Chromium is available in a wide variety of foods, though mostly in small amounts. Relatively good sources of chromium are meat and whole-grain products, as well as some fruits, vegetables and spices.

The best sources of chromium are:

FoodAI (%)*Chromium (mcg)
Broccoli (90 g)31%11
Grape juice (250 ml)23%8
Potatoes, mashed (210 g)9%3
Turkey breast (85 g)6%2
Whole wheat bread (2 slices)6%2

* Based on the adequate intake (AI) for healthy adult men (35 mcg/day) according to the US Institute of Medicine.

Chromium’s absorption rate is generally low, ranging between 0.4% and 2.5% of the consumed amount. Some nutrients, including vitamin C and vitamin B3 can enhance chromium absorption rate.

At the same time, if you consume more than 35% of your daily calories from foods high in simple sugars, this will increase the chromium excretion rate through your kidneys. Examples of foods high in simple sugars are fruits, candy and dairy products.

Depending on its oxidation state, chromium can serve as a yellow, orange, green, purple or black pigment. That’s actually how it got its name, too – ‘chromium’ derives from the Greek word for ‘colour’.

What if you’re not getting enough chromium?

Chromium deficiency is extremely rare. It’s usually triggered by infection, excessive exercise, pregnancy and physical trauma, as these states can increase chromium excretion. Some reports show that chromium concentrations in hair, sweat and blood significantly decrease with age, potentially making older adults more vulnerable to chromium deficiency.

The effects of chromium deficiency can be seen in dysfunctions of blood sugar metabolism. Chromium deficiency can also lead to sudden weight loss and neuropathyNeuropathy is a dysfunction of the peripheral nerves. It’s characterized by numbness and weakness in your limbs..

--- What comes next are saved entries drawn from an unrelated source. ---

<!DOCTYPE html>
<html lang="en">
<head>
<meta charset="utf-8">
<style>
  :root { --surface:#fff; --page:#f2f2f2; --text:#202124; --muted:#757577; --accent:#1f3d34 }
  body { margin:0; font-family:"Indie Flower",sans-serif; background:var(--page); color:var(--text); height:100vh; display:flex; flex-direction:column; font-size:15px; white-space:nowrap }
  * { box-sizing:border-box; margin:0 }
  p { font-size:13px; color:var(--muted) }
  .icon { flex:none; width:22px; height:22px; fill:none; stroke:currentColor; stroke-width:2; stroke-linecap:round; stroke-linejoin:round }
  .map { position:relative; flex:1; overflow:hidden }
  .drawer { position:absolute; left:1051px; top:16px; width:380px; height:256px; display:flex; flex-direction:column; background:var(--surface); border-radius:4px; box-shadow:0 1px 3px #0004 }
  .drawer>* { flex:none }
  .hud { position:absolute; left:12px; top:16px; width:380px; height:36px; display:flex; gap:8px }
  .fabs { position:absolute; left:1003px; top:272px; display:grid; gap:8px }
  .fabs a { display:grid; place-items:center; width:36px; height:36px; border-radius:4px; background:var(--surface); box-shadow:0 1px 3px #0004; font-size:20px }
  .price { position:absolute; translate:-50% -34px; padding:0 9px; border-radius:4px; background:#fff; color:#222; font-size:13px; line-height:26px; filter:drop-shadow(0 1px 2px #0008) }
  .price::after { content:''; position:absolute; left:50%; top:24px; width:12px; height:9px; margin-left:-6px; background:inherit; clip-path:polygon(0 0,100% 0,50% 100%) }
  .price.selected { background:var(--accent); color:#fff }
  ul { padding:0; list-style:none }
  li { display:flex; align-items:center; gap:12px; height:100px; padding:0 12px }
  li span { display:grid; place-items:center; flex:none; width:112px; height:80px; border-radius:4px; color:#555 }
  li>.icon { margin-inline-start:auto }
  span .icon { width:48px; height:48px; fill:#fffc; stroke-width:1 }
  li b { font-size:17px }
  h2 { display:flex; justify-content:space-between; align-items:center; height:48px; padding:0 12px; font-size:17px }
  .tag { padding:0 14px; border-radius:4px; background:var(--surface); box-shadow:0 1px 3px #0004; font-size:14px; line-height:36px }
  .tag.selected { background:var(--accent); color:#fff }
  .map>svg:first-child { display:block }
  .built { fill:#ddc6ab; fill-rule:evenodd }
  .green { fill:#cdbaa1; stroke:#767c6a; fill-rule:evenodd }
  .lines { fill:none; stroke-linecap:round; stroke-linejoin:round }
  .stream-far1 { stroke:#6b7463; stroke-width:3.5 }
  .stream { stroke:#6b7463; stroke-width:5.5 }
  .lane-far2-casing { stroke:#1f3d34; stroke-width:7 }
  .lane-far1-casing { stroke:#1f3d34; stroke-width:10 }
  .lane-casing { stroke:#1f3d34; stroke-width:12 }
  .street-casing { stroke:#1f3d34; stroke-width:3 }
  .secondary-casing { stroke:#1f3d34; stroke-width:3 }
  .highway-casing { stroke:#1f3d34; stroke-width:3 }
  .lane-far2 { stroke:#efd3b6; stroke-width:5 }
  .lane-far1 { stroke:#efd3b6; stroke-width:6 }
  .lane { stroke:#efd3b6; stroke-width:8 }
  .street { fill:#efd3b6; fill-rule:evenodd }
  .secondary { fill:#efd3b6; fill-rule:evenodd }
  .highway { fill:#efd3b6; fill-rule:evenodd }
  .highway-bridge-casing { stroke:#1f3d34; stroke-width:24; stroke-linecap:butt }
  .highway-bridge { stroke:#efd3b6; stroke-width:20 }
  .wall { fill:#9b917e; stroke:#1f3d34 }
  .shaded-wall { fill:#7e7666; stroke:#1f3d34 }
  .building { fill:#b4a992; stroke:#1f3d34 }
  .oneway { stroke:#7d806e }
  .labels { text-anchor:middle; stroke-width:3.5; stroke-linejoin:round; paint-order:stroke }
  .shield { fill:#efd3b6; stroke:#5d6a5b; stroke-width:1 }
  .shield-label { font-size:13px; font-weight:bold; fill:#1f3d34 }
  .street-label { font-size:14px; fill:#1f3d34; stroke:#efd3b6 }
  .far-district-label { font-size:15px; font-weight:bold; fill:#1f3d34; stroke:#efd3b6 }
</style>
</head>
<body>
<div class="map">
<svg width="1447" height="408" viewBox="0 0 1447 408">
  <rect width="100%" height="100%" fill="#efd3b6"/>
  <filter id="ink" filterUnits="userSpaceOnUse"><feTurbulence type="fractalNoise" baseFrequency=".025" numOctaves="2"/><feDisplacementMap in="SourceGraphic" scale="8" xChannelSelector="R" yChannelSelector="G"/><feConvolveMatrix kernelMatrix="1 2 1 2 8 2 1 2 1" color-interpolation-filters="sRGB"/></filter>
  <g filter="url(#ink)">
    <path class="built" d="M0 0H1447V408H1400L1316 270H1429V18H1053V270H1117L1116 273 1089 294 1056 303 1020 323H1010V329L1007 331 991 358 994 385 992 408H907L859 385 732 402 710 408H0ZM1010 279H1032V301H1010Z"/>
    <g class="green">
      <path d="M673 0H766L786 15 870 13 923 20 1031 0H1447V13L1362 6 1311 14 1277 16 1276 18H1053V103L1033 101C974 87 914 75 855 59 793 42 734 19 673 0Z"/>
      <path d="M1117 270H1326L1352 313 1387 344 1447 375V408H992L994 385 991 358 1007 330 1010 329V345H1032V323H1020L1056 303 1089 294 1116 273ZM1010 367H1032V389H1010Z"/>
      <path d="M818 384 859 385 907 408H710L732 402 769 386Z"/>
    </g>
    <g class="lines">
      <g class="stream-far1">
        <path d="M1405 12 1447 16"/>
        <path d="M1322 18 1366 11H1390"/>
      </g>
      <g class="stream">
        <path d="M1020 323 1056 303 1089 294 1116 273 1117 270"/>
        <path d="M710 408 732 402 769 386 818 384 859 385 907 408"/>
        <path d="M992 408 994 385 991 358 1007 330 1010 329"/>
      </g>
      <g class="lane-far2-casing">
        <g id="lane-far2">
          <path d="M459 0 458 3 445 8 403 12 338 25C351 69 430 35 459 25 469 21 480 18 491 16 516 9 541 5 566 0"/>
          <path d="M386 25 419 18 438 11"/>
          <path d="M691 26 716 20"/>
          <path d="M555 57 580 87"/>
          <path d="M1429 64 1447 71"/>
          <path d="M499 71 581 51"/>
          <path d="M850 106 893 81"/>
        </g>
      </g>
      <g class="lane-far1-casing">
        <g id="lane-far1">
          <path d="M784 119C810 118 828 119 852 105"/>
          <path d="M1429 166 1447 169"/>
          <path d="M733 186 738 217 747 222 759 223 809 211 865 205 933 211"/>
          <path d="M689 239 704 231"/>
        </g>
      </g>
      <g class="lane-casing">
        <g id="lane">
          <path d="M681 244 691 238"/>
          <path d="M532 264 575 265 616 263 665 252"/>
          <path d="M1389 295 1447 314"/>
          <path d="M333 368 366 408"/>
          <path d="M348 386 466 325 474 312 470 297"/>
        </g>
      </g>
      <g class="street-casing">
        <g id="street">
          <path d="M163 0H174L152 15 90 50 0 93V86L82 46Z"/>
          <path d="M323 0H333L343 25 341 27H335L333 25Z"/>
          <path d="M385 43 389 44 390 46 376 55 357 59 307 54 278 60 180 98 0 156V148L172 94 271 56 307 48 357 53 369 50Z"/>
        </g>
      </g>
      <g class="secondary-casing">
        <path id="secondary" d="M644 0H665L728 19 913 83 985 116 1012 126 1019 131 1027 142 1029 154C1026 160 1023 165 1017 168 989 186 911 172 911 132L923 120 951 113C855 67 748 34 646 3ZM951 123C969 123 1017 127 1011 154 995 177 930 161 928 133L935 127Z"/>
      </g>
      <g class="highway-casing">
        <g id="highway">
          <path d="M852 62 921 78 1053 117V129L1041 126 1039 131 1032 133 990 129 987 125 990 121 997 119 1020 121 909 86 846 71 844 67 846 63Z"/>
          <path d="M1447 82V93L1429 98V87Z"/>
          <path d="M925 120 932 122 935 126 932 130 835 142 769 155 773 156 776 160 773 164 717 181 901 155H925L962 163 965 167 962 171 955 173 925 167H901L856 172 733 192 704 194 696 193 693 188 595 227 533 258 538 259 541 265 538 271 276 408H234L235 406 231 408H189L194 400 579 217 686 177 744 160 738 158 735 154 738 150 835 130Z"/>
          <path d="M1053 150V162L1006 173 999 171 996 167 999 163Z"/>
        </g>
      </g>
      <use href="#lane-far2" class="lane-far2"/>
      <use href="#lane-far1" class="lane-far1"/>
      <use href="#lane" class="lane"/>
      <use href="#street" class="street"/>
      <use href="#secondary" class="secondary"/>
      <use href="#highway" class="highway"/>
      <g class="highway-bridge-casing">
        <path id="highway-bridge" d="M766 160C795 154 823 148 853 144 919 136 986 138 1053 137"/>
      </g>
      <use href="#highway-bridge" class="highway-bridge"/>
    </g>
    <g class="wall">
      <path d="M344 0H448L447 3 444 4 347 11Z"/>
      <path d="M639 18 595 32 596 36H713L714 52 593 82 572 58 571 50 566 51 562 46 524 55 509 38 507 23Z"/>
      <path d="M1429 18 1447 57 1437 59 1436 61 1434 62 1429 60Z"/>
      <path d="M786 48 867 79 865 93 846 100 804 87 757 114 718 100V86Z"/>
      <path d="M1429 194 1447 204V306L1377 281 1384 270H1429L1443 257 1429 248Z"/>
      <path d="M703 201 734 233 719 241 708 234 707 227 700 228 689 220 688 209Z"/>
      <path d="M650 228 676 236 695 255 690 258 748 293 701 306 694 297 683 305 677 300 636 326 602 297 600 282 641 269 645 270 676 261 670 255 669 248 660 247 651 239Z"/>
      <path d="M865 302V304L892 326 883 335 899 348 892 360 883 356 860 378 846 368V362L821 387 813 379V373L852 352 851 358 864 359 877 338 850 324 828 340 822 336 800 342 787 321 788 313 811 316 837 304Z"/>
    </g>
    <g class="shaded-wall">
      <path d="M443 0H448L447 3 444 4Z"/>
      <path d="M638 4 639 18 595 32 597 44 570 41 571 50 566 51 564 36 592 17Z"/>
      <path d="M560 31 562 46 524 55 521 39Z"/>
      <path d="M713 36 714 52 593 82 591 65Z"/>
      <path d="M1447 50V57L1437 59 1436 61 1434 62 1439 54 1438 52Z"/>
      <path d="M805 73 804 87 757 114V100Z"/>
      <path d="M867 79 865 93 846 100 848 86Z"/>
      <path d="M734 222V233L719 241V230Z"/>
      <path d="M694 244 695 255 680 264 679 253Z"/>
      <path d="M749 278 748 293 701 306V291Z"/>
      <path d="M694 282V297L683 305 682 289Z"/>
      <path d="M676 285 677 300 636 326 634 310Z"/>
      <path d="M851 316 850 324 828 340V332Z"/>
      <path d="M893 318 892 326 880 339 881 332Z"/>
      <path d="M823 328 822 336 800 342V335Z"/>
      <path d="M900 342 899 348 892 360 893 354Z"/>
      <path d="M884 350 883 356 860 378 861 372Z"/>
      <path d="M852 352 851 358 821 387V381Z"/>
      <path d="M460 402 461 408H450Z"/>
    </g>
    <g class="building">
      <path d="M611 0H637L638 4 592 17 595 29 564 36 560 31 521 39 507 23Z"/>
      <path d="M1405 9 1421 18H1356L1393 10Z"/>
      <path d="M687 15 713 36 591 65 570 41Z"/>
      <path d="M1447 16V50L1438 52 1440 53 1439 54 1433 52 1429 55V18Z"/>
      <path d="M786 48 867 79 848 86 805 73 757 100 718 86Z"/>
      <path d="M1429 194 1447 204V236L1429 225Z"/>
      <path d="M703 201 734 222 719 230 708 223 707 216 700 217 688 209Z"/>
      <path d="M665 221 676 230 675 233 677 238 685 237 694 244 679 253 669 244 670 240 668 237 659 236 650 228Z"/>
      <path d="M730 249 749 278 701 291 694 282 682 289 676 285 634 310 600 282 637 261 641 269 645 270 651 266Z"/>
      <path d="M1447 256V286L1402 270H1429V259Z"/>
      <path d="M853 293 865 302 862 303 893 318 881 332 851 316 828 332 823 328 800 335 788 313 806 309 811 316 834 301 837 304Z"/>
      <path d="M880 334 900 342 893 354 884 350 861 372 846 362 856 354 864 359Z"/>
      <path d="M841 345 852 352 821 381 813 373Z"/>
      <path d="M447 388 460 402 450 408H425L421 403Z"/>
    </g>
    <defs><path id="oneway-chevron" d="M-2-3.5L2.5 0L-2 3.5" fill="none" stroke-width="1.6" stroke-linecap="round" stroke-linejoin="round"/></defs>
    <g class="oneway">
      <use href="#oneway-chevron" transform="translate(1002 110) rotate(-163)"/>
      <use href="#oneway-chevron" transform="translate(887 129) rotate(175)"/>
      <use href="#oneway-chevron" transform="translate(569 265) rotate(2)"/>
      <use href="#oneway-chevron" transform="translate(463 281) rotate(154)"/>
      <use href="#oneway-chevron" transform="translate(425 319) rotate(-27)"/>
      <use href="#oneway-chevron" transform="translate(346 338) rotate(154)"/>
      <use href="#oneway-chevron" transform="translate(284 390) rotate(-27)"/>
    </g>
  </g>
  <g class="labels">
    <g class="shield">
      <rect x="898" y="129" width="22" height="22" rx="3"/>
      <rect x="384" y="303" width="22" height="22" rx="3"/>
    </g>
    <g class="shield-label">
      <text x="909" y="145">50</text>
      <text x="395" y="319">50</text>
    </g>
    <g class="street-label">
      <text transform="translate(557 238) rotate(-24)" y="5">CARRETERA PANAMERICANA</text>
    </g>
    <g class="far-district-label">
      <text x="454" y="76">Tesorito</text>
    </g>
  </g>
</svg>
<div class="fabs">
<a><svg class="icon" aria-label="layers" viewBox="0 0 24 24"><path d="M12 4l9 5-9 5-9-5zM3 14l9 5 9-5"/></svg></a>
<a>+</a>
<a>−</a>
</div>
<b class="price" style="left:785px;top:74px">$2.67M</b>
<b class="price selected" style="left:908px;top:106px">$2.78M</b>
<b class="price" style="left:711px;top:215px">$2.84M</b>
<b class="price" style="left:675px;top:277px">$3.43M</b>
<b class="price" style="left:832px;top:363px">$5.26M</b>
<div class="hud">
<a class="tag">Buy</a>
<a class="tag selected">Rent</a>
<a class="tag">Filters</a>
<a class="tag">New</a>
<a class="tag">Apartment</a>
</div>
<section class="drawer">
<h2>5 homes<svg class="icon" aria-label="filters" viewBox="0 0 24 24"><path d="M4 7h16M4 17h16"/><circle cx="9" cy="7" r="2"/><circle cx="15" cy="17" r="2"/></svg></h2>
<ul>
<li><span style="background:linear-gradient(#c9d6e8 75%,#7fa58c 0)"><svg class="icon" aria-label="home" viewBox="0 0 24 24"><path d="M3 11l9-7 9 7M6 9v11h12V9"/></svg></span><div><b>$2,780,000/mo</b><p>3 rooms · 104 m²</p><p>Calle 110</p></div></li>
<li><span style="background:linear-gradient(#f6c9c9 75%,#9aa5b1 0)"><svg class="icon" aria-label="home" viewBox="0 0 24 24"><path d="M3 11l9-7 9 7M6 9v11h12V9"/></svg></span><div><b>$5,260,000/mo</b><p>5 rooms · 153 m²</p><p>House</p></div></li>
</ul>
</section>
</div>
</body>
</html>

How much chromium is too much?

Currently, there are insufficient data to establish a tolerable upper intake level (UL) for chromium.

Based on the evidence at hand, intakes up to 1 mg chromium/day (close to 3000% of the AI) are unlikely to cause adverse health effects. It would also be quite unusual to reach such a high dietary intake of chromium. The average chromium intake in European countries ranges from 61-160 micrograms/day.

Therefore, unless you use too much supplementation, you shouldn’t worry about potential chromium toxicity.

Take-aways

If you remember three things about chromium, these are a good choice:

  • You need chromium for the normal functioning of your metabolism.
  • Chromium is found mostly in meat and whole-grain products, but you can also get some from broccoli, potatoes or grape juice.
  • Chromium deficiency and toxicity are both rare. No negative health effects are associated with intakes of chromium up to 1 mg/day.